◆ SUPPLIED RECORDS:
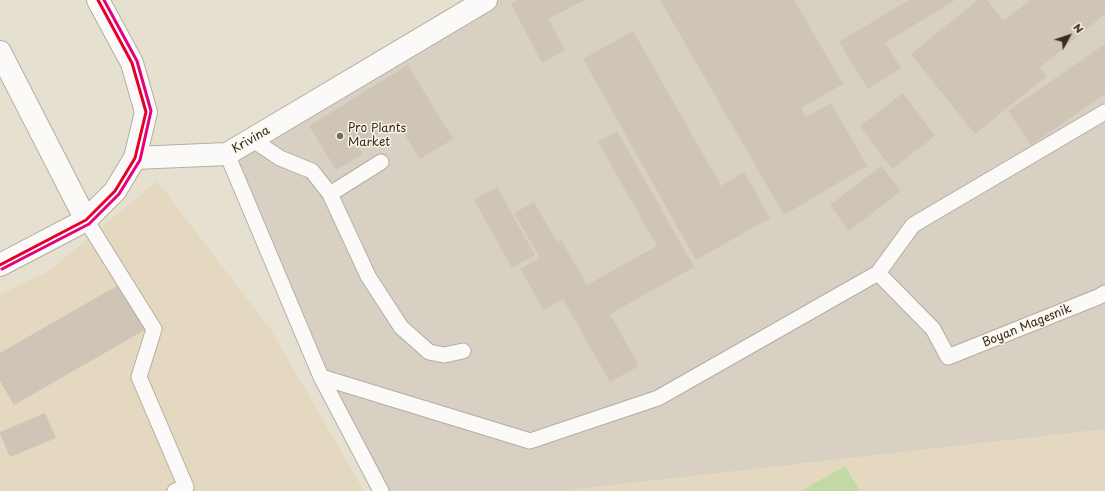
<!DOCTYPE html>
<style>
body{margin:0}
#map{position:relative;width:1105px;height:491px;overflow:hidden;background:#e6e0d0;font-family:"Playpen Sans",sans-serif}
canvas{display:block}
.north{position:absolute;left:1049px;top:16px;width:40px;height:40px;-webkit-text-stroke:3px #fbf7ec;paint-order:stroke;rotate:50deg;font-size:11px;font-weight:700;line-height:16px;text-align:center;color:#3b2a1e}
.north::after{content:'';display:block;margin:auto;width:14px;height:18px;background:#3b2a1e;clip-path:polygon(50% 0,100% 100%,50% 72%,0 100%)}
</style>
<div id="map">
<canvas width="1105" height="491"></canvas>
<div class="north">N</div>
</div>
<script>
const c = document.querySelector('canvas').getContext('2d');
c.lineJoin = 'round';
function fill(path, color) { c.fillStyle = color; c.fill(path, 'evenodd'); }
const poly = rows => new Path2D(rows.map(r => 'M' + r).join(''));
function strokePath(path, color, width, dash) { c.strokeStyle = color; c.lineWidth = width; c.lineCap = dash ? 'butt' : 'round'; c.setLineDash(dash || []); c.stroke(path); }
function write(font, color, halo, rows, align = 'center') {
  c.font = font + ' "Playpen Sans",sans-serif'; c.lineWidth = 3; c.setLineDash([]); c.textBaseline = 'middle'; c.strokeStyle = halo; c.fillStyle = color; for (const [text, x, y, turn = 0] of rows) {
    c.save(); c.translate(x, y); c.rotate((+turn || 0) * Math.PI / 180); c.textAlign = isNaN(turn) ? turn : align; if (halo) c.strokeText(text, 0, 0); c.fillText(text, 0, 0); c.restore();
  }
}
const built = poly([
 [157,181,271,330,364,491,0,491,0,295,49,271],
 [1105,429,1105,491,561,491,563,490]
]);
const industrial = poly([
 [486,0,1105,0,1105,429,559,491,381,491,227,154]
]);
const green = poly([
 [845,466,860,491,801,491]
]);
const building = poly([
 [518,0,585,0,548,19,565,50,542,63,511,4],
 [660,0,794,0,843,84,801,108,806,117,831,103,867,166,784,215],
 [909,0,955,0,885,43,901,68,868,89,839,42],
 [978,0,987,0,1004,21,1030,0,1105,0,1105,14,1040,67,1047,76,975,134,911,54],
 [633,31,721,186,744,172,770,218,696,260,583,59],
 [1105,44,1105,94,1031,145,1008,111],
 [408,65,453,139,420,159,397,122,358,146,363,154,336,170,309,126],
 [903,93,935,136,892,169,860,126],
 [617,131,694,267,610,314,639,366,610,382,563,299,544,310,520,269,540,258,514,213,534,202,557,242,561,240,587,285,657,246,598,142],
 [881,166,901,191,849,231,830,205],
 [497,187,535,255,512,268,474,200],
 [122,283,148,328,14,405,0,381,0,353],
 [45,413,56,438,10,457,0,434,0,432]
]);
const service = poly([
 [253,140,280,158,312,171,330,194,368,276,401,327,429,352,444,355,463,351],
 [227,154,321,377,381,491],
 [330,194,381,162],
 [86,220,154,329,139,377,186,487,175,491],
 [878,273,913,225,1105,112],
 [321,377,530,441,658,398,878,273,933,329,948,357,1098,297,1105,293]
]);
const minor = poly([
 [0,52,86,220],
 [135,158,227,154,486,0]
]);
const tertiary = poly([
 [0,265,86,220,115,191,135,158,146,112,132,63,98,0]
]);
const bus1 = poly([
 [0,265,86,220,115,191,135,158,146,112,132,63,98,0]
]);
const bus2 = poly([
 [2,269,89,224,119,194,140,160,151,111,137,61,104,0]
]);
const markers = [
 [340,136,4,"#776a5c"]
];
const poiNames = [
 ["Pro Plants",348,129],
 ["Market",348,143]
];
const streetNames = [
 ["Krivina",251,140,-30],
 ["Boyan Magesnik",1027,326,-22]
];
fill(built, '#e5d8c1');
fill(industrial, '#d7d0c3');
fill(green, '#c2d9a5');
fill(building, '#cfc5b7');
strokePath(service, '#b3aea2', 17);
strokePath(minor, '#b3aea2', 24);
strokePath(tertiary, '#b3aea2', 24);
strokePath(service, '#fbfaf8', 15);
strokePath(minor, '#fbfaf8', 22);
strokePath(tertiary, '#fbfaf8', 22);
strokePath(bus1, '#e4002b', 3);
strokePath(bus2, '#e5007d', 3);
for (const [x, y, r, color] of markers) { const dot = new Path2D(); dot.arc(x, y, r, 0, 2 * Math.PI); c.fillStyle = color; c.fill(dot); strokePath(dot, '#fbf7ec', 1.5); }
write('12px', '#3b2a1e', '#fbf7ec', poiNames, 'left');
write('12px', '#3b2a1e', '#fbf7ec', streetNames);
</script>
* * *
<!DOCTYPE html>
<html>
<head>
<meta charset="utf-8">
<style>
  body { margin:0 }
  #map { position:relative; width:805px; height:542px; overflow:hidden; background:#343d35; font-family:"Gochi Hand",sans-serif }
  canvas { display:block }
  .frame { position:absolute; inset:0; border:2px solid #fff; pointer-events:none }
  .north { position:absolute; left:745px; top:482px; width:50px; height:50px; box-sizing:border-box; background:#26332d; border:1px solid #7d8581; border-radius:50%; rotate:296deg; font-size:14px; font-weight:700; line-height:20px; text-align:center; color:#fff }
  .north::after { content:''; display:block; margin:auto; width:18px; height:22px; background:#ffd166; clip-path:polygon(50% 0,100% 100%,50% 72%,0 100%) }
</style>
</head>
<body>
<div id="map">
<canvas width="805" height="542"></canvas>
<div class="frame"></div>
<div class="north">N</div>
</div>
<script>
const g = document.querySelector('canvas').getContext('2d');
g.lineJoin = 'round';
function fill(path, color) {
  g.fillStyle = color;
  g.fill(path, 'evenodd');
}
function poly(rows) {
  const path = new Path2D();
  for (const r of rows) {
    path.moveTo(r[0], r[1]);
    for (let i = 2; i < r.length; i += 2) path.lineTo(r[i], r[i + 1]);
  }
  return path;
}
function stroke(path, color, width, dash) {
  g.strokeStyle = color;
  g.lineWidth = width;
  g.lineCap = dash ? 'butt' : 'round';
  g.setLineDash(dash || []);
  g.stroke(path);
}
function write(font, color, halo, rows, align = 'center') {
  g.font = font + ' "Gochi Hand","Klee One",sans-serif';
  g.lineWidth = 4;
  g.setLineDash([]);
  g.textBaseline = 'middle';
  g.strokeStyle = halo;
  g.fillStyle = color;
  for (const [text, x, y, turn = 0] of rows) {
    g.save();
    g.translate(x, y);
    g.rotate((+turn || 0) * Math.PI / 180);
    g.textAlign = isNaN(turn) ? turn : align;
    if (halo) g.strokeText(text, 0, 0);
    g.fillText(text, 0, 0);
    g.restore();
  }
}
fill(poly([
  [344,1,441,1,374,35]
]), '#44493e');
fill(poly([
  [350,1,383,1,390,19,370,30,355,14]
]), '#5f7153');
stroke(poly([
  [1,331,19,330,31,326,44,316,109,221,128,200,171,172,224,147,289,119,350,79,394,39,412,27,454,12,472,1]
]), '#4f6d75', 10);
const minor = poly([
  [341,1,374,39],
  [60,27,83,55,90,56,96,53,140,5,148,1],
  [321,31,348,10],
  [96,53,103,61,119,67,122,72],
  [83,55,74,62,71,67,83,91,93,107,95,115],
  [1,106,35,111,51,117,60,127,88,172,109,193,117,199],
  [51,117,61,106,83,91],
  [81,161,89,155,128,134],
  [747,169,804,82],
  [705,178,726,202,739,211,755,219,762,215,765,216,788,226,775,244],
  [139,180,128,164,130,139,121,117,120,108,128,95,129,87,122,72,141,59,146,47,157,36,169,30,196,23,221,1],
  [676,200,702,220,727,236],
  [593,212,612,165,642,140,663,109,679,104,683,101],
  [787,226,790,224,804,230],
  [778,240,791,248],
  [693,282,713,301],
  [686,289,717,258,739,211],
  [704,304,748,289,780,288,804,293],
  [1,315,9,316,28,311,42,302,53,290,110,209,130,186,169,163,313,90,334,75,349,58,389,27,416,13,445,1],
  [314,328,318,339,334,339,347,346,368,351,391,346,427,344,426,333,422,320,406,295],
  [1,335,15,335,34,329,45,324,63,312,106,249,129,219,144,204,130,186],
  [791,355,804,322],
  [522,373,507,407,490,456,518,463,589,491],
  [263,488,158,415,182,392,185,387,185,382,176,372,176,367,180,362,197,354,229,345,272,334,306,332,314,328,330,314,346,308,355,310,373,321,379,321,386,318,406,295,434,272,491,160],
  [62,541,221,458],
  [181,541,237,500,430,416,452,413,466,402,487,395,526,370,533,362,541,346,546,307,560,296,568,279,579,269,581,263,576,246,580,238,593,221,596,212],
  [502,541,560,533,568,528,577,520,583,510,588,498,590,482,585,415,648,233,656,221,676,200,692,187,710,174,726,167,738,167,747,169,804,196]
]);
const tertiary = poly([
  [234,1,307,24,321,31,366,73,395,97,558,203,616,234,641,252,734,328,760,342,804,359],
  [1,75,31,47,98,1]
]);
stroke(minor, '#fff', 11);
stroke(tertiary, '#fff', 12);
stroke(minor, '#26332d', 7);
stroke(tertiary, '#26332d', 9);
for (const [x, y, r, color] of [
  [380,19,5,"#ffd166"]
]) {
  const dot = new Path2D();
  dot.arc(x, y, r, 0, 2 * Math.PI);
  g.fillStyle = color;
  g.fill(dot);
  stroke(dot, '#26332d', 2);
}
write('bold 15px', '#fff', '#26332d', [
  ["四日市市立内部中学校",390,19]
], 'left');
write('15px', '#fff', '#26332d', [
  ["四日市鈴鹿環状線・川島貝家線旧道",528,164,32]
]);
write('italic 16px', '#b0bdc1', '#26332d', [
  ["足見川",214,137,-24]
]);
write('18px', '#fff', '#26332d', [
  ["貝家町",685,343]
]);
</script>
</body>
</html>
==
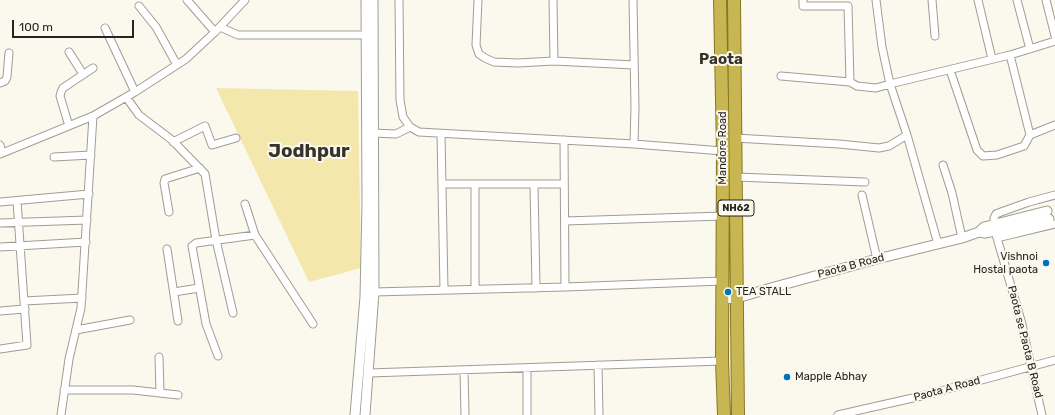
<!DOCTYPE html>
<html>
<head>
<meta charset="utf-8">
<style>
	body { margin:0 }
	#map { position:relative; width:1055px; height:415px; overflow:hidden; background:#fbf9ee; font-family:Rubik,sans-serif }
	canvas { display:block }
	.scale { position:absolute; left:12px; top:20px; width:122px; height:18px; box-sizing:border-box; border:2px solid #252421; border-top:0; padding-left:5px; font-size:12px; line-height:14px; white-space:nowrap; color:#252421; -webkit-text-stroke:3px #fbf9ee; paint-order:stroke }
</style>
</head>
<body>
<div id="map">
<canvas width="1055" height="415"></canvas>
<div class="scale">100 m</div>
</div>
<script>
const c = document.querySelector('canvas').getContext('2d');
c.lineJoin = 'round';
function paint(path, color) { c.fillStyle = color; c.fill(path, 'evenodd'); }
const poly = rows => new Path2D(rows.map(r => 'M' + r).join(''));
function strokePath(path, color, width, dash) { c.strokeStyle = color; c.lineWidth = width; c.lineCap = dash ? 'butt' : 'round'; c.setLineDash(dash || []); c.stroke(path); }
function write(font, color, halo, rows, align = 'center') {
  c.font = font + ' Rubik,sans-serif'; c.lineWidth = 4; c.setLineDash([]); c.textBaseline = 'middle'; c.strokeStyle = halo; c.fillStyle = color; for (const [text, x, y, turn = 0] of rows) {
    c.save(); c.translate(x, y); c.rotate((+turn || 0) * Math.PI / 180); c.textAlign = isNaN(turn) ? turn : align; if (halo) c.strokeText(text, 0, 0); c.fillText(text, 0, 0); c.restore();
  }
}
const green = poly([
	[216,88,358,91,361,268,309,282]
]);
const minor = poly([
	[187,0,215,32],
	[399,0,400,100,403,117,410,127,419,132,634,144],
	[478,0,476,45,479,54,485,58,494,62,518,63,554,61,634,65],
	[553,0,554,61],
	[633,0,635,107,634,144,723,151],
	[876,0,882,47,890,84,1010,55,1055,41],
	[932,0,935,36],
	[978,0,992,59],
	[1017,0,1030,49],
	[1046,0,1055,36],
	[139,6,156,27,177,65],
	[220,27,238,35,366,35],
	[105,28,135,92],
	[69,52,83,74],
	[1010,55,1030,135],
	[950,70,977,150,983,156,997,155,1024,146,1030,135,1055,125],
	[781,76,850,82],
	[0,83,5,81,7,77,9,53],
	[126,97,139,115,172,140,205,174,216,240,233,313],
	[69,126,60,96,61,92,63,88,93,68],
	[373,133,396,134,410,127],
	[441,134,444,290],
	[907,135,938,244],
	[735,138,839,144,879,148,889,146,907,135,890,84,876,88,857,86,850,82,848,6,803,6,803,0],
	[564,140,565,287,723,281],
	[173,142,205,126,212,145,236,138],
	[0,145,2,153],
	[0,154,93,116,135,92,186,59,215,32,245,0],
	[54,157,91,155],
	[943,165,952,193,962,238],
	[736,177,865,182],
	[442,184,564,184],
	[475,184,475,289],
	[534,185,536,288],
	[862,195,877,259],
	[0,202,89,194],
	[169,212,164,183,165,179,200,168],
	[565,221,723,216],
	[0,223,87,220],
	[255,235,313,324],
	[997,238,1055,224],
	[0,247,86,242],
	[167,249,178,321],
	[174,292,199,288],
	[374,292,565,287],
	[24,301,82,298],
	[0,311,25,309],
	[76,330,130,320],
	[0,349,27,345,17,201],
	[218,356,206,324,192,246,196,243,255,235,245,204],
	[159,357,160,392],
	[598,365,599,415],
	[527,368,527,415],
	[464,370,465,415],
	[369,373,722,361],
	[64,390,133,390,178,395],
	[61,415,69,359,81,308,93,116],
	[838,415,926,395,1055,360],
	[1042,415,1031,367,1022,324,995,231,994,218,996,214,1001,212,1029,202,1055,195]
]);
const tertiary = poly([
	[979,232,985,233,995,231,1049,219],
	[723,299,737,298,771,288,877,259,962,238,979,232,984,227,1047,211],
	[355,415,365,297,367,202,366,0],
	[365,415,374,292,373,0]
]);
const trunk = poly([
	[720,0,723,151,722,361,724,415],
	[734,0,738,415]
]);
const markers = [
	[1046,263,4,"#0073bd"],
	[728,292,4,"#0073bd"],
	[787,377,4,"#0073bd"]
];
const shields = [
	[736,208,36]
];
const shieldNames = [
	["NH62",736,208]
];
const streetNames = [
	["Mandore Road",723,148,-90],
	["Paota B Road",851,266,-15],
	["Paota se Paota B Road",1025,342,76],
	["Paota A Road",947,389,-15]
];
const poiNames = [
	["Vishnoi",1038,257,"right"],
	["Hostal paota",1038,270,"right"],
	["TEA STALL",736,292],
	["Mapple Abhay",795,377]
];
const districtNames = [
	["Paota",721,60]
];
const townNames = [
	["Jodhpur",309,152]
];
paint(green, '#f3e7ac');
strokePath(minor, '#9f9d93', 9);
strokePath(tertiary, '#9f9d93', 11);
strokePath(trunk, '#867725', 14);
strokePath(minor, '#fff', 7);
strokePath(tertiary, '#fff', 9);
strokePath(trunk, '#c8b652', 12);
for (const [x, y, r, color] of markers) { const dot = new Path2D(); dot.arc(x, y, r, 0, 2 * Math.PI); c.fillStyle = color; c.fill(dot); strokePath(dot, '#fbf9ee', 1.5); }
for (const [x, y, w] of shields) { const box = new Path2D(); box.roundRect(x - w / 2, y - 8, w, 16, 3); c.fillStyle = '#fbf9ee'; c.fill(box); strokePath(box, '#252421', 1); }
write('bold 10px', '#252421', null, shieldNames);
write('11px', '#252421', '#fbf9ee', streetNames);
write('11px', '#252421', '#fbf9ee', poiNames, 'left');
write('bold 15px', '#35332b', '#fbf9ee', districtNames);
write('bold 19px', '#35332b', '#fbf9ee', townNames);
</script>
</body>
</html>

◆ TASK DIRECTIONS:
For this exercise, repeat exactly the lines of the data above from the one with "g.lineJoin = 'round';" down to the one with "g.rotate((+turn || 0) * Math.PI / 180);", both end lines included.

◆ EXERCISE ANSWER:
g.lineJoin = 'round';
function fill(path, color) {
  g.fillStyle = color;
  g.fill(path, 'evenodd');
}
function poly(rows) {
  const path = new Path2D();
  for (const r of rows) {
    path.moveTo(r[0], r[1]);
    for (let i = 2; i < r.length; i += 2) path.lineTo(r[i], r[i + 1]);
  }
  return path;
}
function stroke(path, color, width, dash) {
  g.strokeStyle = color;
  g.lineWidth = width;
  g.lineCap = dash ? 'butt' : 'round';
  g.setLineDash(dash || []);
  g.stroke(path);
}
function write(font, color, halo, rows, align = 'center') {
  g.font = font + ' "Gochi Hand","Klee One",sans-serif';
  g.lineWidth = 4;
  g.setLineDash([]);
  g.textBaseline = 'middle';
  g.strokeStyle = halo;
  g.fillStyle = color;
  for (const [text, x, y, turn = 0] of rows) {
    g.save();
    g.translate(x, y);
    g.rotate((+turn || 0) * Math.PI / 180);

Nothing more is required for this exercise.